Unlike Sheridan Smith’s more sympathetic Hedda at The Old Vic, Ruth Wilson’s version is very difficult to like. It could be all too easy to categorise her as solely evil, if it weren’t for the fact that this young actress is able to make her so much more. Unencumbered by corsets and the strictures of Victorian society, this modern Hedda’s “imprisonment” is of her own making. Holed up in a stark modern apartment on return from honeymoon to the academic, Tesman (Kyle Soller) she is incapable of getting out and doing her “own thing”. That she doesn’t love her new husband is perfectly clear (her facial expressions and body language attest to this) but this is not the elderly, domineering Tesman we’re used to seeing. Kyle Soller plays him as intense but not without humour and the only demands he seems to make are for them to become parents asap. Over her dead body! Sharing an apartment with him, let alone a bed is obviously anathema to this bored, self-absorbed, at times cruel but ultimately wretched young woman.

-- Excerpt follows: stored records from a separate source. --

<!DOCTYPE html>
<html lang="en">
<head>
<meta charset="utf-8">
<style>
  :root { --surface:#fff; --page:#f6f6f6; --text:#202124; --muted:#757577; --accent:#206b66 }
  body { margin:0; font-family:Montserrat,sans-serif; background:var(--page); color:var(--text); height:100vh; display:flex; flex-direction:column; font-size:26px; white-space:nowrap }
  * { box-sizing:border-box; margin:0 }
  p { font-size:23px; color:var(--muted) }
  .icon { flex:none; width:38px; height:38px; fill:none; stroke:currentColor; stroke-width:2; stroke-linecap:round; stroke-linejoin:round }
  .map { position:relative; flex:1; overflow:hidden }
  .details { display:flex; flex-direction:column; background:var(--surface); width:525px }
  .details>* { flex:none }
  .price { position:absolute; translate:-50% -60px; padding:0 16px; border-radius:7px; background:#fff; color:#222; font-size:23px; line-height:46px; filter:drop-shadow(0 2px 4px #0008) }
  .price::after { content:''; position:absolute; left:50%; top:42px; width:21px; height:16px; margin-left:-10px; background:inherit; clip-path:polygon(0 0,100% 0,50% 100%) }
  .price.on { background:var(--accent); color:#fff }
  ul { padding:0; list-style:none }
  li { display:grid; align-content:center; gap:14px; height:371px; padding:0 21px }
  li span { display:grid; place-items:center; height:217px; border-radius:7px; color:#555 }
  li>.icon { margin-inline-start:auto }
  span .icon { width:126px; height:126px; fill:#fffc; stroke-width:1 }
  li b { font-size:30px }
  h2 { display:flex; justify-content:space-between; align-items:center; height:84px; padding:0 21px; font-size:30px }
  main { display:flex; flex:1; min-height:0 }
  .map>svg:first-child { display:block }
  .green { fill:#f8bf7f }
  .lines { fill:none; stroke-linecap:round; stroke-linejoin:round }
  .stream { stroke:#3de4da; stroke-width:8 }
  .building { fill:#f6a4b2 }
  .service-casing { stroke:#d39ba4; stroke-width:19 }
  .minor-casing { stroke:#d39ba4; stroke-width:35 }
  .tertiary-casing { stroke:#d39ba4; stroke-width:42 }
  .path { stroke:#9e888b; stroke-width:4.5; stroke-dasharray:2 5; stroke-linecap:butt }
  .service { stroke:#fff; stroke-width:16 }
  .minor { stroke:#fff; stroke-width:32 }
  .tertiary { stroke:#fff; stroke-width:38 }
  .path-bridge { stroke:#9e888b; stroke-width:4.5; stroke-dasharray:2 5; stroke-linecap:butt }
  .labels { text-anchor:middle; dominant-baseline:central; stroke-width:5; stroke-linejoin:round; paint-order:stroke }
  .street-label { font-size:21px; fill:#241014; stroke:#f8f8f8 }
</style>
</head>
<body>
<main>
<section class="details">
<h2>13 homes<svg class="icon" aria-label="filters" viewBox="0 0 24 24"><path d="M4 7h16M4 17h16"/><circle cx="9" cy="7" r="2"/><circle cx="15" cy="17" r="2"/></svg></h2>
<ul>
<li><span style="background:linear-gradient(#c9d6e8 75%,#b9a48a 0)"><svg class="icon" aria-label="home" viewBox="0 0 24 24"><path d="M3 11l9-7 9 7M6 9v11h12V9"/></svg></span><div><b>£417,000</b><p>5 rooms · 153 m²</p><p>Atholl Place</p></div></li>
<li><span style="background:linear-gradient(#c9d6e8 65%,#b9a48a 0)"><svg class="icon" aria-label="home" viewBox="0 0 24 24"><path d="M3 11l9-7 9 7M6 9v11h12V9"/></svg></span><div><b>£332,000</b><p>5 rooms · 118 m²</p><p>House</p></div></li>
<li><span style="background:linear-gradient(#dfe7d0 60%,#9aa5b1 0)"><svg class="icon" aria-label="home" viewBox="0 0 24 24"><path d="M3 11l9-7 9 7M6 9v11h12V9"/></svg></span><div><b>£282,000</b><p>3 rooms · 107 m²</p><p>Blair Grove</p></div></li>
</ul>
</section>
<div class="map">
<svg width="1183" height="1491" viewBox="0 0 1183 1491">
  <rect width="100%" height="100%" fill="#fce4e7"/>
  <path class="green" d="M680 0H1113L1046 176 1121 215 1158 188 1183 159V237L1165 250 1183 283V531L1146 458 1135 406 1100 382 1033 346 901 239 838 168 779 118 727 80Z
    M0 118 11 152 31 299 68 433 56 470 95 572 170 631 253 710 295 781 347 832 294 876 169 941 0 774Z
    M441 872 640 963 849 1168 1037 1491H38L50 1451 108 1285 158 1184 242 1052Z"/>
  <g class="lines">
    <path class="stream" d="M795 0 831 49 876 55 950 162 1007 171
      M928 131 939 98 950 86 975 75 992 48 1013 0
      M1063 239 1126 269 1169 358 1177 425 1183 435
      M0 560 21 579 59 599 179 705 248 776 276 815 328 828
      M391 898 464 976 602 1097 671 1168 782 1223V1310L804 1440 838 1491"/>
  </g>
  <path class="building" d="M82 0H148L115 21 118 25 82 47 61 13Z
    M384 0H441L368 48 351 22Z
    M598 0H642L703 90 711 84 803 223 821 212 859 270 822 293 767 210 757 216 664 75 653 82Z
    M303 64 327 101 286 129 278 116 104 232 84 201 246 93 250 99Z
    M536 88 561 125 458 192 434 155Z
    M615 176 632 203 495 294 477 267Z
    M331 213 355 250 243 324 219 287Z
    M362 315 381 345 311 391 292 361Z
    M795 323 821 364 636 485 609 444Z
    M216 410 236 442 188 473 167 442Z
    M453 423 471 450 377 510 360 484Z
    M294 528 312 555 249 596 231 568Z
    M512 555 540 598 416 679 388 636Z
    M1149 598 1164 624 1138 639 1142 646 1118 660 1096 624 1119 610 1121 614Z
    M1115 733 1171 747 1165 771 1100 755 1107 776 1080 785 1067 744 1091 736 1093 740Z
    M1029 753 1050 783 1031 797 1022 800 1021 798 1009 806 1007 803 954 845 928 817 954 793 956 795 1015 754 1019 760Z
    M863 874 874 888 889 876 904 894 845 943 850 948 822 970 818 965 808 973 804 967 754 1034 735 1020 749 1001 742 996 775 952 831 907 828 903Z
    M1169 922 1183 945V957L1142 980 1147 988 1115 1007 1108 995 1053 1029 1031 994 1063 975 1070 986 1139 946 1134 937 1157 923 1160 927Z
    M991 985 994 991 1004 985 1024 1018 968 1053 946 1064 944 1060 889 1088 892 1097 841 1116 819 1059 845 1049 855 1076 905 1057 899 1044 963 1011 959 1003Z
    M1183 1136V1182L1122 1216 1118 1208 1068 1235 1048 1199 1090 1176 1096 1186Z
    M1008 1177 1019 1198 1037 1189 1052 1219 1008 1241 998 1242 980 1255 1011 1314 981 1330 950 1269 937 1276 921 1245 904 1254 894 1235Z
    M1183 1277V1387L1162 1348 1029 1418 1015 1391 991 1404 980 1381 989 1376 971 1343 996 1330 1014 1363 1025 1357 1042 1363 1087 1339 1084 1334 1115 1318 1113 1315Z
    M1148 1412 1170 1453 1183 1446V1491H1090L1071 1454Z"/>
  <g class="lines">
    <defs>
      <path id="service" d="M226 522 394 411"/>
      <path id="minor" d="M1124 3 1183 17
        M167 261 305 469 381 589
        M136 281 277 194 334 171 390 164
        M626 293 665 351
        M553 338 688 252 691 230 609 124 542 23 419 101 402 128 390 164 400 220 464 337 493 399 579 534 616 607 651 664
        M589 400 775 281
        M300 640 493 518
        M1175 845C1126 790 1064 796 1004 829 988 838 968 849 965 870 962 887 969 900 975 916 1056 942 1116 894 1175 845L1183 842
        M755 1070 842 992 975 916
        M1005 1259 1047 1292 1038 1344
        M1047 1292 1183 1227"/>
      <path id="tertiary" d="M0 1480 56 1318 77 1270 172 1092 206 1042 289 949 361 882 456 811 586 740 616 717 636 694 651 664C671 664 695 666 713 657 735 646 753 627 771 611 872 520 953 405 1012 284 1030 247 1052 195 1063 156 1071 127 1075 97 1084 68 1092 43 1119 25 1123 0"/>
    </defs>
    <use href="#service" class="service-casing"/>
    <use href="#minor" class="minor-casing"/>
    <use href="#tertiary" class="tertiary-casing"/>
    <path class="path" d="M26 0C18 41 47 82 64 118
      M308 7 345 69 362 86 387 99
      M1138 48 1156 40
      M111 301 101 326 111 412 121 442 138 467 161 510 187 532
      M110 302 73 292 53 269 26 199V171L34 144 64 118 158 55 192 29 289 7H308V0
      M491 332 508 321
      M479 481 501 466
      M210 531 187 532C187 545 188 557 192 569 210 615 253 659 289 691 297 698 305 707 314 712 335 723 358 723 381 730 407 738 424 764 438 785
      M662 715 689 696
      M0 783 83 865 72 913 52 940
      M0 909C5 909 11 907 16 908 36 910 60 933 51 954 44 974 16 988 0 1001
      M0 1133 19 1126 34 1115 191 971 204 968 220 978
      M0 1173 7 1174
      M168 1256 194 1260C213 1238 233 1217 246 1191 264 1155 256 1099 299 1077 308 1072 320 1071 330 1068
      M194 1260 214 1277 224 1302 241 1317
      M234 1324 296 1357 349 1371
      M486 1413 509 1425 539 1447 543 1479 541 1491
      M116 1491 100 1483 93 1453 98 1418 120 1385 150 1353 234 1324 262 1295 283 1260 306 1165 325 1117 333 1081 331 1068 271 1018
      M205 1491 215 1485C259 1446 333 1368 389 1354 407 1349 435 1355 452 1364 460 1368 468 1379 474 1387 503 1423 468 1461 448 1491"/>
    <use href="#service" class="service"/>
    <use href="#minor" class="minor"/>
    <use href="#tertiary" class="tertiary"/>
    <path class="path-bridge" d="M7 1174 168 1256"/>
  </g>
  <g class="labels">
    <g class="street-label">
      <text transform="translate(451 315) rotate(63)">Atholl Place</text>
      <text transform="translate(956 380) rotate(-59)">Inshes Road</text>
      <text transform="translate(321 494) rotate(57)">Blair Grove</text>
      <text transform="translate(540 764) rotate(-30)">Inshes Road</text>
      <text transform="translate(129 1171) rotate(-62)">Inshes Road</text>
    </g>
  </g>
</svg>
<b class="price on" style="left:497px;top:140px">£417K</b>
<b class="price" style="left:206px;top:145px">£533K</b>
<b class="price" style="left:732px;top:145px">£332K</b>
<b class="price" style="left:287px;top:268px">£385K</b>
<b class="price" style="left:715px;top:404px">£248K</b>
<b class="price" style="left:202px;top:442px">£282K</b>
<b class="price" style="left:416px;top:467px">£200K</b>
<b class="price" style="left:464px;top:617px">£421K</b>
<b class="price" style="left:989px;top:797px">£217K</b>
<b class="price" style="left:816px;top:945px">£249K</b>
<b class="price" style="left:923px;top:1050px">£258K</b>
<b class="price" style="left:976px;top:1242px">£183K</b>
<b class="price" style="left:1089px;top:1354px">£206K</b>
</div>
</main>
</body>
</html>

Hedda’s raison d’etre is to destruct. Initially it’s the buckets of flowers inhabiting the apartment that feel the brunt of her frustration; the ones that aren’t left strewn across the floor are stapled to the walls. Finally it’s herself, but not until she has cruelly destroyed the beloved manuscript of her old flame, Lovborg (Chukwudi Iwuji).
It’s telling that there are no doors to Jan Versweyveld’s high tec apartment; the characters, come and go via the auditorium. Except for Berte, the maid (Eva Magyar) and Hedda herself, for they have nowhere to go. There are visitors but they’re not particularly welcome, despite her hatred for being alone. She is complicated this one! Mrs Elvsted (Sinead Matthews) does illicit something approaching admiration. She has bravely left her husband in order to be with the reformed character, Lovborg. If only Hedda had that much courage.
Apart from the buckets of flowers, an old sofa and Hedda’s fathers’ pistols in a glass case, the only major prop on stage is an upright piano at which Hedda is slumped at the start of the play. Barefooted and dressed in a silk, clingy slip, she tinkers on the keys and cuts a solitary figure. Later, the strains of Joni Mitchell’s Blue add to the melancholic atmosphere until, finally the inevitable happens.
The entire cast is strong, although I did have trouble hearing Kate Duchene’s Aunt Juliana at the beginning of the play. But Rafe Spall as Judge Brack is especially fine. The ultimate controlling male, he exerts an unsettling power over Hedda, invading her space, goading her and even covering her with his can of tomato juice.
There are many more superlatives I could use but suffice it to say this Hedda Gabler packs a devastating punch and is a definite must see.